* **Dataset items**:
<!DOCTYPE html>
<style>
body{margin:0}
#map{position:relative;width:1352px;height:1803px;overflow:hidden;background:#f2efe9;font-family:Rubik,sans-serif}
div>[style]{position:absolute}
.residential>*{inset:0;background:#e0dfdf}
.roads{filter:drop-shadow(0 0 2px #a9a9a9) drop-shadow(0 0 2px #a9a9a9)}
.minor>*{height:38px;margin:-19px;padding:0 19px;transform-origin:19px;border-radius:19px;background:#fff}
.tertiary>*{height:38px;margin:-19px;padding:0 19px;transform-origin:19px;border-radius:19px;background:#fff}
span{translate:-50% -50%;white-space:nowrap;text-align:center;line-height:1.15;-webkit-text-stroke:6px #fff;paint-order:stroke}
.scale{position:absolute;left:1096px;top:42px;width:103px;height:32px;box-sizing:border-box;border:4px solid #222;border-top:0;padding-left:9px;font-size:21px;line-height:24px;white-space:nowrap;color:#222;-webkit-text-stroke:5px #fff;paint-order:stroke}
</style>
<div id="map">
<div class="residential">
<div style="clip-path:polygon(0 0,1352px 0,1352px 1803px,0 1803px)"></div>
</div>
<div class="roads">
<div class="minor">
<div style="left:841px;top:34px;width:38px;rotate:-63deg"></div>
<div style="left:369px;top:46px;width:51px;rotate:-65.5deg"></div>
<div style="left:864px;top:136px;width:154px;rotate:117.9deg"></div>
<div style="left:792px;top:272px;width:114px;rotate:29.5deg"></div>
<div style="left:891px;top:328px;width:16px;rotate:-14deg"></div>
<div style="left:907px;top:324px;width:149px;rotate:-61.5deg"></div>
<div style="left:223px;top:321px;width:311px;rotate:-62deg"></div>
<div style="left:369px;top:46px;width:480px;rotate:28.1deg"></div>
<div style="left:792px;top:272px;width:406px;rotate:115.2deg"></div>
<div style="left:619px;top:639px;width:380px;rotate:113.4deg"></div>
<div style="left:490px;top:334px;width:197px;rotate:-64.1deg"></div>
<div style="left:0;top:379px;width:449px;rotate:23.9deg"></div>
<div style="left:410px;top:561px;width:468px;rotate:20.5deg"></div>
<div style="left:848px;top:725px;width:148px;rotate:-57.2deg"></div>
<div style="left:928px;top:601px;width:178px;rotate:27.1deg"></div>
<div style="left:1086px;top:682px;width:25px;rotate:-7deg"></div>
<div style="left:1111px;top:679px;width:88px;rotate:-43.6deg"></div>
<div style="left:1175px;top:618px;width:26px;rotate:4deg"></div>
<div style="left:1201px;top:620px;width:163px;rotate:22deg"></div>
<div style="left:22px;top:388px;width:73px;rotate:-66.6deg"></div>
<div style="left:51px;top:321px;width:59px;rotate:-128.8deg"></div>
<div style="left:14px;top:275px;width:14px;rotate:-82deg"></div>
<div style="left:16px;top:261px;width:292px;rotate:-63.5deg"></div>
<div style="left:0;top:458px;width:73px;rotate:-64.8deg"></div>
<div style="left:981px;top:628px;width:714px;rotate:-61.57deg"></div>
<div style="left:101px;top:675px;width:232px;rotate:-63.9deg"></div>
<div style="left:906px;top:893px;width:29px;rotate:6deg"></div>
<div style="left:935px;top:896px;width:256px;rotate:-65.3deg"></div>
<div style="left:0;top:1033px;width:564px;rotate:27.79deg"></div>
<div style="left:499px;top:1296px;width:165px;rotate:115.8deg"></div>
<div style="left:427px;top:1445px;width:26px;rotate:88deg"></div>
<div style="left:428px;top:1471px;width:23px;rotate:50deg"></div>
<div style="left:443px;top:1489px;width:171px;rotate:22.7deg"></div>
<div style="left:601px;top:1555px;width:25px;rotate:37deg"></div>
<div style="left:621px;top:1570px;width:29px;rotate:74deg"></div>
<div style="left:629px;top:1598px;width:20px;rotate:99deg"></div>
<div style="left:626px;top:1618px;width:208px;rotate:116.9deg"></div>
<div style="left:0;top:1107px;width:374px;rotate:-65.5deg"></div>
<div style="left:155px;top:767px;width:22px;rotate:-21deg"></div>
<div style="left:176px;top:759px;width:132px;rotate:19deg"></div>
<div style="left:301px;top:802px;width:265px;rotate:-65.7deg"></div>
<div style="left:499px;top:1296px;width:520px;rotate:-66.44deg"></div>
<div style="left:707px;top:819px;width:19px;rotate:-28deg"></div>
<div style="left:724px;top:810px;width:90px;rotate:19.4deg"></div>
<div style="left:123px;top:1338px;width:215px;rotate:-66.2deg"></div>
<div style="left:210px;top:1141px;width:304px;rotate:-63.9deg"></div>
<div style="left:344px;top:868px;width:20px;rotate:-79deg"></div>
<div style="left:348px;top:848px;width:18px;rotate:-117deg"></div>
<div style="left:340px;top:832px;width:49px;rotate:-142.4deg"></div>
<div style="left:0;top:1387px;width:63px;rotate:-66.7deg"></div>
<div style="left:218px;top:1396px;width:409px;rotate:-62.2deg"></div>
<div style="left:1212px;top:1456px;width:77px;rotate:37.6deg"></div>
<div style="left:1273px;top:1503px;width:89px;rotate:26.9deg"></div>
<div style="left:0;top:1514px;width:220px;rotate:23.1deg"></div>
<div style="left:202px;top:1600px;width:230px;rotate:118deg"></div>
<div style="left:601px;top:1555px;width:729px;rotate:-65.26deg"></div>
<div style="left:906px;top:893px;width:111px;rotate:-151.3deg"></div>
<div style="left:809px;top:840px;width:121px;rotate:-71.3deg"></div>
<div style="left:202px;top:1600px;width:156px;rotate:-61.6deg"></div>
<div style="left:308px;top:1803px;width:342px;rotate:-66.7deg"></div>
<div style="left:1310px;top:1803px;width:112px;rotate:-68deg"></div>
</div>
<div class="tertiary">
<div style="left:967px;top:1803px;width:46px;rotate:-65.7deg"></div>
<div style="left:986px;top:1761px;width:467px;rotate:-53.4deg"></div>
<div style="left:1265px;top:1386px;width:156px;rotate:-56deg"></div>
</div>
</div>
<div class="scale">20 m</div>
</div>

==

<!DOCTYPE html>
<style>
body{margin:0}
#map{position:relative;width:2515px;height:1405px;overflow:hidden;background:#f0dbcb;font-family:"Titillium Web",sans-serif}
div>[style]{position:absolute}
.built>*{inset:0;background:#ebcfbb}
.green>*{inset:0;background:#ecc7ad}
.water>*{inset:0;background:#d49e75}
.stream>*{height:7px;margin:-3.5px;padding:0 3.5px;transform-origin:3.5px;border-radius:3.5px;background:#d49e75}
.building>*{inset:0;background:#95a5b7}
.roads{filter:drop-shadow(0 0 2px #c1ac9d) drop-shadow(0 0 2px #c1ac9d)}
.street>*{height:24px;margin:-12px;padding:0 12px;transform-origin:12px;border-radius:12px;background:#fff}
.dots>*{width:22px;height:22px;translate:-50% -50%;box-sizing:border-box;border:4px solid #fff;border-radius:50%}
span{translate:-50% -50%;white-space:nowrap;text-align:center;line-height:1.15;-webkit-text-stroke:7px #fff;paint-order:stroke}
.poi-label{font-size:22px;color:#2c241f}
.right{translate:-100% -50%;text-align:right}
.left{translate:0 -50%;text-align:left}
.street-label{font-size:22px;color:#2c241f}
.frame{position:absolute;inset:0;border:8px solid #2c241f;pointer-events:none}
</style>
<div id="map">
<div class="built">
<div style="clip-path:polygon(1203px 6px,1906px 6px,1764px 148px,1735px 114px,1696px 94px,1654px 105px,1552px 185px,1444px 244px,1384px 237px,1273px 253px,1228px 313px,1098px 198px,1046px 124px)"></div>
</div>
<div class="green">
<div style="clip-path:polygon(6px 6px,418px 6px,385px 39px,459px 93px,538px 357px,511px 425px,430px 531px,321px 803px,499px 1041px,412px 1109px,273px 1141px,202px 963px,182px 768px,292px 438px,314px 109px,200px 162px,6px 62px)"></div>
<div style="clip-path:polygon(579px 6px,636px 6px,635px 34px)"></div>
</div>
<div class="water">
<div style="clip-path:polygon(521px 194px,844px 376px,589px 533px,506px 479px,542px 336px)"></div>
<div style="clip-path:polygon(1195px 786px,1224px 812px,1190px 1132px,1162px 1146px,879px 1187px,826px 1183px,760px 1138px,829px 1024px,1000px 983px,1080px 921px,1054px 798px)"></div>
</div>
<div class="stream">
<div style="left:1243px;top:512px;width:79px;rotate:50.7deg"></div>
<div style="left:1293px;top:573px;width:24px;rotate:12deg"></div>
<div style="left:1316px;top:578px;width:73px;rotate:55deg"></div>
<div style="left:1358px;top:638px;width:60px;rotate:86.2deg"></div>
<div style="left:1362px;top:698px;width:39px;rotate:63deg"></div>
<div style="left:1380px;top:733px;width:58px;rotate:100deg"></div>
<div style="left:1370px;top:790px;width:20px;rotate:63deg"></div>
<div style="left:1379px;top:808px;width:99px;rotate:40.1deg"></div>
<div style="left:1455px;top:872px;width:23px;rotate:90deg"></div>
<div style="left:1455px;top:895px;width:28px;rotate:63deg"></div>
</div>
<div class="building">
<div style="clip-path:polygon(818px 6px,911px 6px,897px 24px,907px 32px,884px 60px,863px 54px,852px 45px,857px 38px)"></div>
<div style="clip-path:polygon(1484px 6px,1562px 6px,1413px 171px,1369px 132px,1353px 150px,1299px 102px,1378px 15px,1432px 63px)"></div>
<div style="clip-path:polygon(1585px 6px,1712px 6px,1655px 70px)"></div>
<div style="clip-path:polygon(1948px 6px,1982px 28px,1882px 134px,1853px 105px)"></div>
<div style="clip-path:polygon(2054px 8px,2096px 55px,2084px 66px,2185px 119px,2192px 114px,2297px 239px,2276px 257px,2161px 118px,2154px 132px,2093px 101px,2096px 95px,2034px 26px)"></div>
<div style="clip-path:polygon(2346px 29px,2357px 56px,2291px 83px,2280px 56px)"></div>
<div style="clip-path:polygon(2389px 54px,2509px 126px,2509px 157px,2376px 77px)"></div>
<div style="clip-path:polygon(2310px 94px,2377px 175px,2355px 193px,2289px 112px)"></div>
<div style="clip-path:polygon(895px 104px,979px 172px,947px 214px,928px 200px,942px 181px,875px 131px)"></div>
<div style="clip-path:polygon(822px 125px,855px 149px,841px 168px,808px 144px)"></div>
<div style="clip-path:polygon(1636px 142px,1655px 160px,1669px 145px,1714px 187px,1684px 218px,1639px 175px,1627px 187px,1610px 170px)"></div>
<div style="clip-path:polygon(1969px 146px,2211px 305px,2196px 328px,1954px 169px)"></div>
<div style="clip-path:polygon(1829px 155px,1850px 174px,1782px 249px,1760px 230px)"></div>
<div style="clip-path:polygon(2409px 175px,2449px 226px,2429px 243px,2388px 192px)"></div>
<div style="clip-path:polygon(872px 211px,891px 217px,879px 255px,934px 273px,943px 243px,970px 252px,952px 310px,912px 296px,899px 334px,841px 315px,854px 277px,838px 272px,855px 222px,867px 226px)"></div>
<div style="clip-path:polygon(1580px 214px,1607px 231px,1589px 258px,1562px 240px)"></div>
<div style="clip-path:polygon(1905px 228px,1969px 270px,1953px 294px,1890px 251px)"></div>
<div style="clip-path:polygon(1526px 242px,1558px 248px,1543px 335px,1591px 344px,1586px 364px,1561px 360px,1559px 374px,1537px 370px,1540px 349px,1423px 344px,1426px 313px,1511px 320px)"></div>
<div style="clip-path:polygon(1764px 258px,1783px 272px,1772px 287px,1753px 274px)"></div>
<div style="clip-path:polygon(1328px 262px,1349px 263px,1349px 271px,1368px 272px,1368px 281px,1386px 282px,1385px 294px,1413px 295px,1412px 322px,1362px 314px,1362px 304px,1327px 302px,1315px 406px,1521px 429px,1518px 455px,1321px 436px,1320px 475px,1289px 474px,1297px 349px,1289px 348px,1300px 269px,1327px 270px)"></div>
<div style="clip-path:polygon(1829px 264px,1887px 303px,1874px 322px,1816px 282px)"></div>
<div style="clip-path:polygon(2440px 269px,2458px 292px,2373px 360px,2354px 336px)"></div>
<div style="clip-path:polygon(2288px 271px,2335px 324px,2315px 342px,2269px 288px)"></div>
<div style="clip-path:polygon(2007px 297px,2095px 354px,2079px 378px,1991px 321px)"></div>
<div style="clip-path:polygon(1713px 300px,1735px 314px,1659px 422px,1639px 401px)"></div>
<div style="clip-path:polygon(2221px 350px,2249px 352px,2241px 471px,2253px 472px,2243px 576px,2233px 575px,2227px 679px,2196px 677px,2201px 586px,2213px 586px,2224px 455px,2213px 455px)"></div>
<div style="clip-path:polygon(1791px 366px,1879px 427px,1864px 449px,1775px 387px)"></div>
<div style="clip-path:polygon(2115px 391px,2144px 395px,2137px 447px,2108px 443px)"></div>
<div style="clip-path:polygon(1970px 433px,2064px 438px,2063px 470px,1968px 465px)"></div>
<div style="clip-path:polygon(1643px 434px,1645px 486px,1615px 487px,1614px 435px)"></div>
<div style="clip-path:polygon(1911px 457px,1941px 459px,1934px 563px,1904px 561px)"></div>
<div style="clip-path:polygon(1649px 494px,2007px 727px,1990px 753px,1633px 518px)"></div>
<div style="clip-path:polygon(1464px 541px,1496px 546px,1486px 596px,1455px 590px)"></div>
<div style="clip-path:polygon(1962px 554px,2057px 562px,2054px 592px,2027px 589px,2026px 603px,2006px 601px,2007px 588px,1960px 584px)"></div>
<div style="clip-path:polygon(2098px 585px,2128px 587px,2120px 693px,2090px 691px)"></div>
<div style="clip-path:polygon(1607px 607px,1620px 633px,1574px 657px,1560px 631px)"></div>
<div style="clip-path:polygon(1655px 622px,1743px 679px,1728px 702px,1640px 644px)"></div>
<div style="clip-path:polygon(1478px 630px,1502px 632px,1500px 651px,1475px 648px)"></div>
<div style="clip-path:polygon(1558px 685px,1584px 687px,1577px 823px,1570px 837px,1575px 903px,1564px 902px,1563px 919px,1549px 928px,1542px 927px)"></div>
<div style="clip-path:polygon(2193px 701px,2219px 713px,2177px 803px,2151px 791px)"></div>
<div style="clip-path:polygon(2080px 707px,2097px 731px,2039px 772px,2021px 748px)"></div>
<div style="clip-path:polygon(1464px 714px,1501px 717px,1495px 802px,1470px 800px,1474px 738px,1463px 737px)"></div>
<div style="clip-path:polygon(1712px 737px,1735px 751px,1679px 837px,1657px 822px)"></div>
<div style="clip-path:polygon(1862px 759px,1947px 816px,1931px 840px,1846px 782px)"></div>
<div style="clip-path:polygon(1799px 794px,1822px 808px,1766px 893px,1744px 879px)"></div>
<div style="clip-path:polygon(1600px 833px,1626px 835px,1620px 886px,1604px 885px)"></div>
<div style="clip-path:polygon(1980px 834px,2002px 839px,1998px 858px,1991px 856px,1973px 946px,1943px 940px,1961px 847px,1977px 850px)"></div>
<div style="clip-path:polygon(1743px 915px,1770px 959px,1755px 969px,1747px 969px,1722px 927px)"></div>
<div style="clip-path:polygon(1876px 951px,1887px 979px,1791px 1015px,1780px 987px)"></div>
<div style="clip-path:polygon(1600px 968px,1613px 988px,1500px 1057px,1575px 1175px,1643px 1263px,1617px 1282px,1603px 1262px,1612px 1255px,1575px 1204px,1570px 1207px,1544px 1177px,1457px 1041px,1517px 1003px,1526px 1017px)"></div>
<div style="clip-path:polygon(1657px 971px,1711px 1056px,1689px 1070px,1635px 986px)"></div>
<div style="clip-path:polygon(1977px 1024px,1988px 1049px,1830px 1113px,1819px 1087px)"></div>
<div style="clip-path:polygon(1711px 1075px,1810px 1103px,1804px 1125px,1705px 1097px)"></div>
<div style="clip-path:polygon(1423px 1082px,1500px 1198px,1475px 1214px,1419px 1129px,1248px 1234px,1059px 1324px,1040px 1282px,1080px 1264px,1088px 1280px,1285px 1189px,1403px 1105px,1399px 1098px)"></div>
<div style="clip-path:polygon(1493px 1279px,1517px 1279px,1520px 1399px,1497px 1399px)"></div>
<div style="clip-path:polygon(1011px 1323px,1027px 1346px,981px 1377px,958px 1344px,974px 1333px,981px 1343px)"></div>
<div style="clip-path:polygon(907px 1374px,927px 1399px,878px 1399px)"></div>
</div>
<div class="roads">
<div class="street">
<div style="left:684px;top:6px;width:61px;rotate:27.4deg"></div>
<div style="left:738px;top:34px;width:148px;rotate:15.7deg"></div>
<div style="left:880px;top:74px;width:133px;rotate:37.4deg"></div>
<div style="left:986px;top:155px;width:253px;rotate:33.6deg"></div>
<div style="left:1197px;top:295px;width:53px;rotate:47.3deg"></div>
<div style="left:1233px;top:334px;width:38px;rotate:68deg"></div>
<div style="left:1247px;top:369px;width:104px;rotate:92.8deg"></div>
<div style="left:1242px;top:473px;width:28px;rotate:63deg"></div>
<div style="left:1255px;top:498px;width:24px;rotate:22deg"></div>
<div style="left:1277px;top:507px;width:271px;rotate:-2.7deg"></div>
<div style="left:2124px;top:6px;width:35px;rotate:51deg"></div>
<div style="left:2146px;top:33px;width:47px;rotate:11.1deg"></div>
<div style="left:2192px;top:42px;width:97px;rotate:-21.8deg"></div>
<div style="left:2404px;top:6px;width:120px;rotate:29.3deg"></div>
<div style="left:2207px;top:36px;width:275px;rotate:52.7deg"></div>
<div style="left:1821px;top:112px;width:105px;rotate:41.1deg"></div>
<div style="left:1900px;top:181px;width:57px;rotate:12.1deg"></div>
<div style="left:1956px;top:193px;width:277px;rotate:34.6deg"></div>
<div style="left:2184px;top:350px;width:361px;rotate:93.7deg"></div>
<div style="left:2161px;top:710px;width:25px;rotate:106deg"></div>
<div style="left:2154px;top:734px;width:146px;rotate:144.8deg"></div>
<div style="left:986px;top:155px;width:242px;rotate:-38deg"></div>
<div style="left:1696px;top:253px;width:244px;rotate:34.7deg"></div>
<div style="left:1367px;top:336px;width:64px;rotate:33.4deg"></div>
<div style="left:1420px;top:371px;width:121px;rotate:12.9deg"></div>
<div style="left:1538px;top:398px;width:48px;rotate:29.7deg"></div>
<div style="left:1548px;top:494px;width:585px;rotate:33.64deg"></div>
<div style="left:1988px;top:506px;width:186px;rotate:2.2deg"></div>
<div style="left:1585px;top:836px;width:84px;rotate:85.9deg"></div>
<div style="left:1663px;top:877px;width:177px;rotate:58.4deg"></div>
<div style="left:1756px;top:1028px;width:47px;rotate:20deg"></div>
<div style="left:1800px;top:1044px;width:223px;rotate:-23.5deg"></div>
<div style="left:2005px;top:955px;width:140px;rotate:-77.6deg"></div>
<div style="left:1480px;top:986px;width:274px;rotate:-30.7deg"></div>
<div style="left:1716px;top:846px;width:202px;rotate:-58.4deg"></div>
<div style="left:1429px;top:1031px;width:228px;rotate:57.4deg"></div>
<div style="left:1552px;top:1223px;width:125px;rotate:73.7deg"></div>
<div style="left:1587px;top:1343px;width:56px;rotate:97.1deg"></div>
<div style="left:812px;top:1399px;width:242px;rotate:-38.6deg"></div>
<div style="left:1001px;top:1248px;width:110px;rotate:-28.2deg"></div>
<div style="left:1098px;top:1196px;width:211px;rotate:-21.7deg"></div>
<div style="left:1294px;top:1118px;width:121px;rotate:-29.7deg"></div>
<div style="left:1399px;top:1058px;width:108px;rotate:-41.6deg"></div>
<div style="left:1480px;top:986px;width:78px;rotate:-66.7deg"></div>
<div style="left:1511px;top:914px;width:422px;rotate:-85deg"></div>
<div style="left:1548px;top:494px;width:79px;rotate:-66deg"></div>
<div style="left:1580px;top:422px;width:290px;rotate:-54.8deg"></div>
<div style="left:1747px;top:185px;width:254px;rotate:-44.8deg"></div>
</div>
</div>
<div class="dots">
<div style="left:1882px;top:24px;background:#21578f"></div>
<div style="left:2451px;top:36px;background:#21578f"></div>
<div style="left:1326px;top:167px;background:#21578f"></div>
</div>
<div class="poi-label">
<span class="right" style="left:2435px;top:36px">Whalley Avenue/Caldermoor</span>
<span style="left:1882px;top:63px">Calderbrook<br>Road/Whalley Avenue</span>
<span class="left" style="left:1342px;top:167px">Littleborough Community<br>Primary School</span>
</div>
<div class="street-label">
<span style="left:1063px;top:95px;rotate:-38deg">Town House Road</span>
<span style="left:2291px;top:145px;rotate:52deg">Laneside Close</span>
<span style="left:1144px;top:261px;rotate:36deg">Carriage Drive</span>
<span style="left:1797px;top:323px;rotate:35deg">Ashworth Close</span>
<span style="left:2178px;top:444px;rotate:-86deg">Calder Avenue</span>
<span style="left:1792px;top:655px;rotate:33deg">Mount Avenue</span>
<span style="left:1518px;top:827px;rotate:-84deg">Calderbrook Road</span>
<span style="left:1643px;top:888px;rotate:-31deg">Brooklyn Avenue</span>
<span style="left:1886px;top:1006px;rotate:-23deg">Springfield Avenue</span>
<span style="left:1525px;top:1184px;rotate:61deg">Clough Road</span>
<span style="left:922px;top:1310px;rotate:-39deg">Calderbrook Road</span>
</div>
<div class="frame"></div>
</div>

* **Work item**: If a line in the entries above contains "Avenue", report it.

* **Answer space**:
<span class="right" style="left:2435px;top:36px">Whalley Avenue/Caldermoor</span>
<span style="left:1882px;top:63px">Calderbrook<br>Road/Whalley Avenue</span>
<span style="left:2178px;top:444px;rotate:-86deg">Calder Avenue</span>
<span style="left:1792px;top:655px;rotate:33deg">Mount Avenue</span>
<span style="left:1643px;top:888px;rotate:-31deg">Brooklyn Avenue</span>
<span style="left:1886px;top:1006px;rotate:-23deg">Springfield Avenue</span>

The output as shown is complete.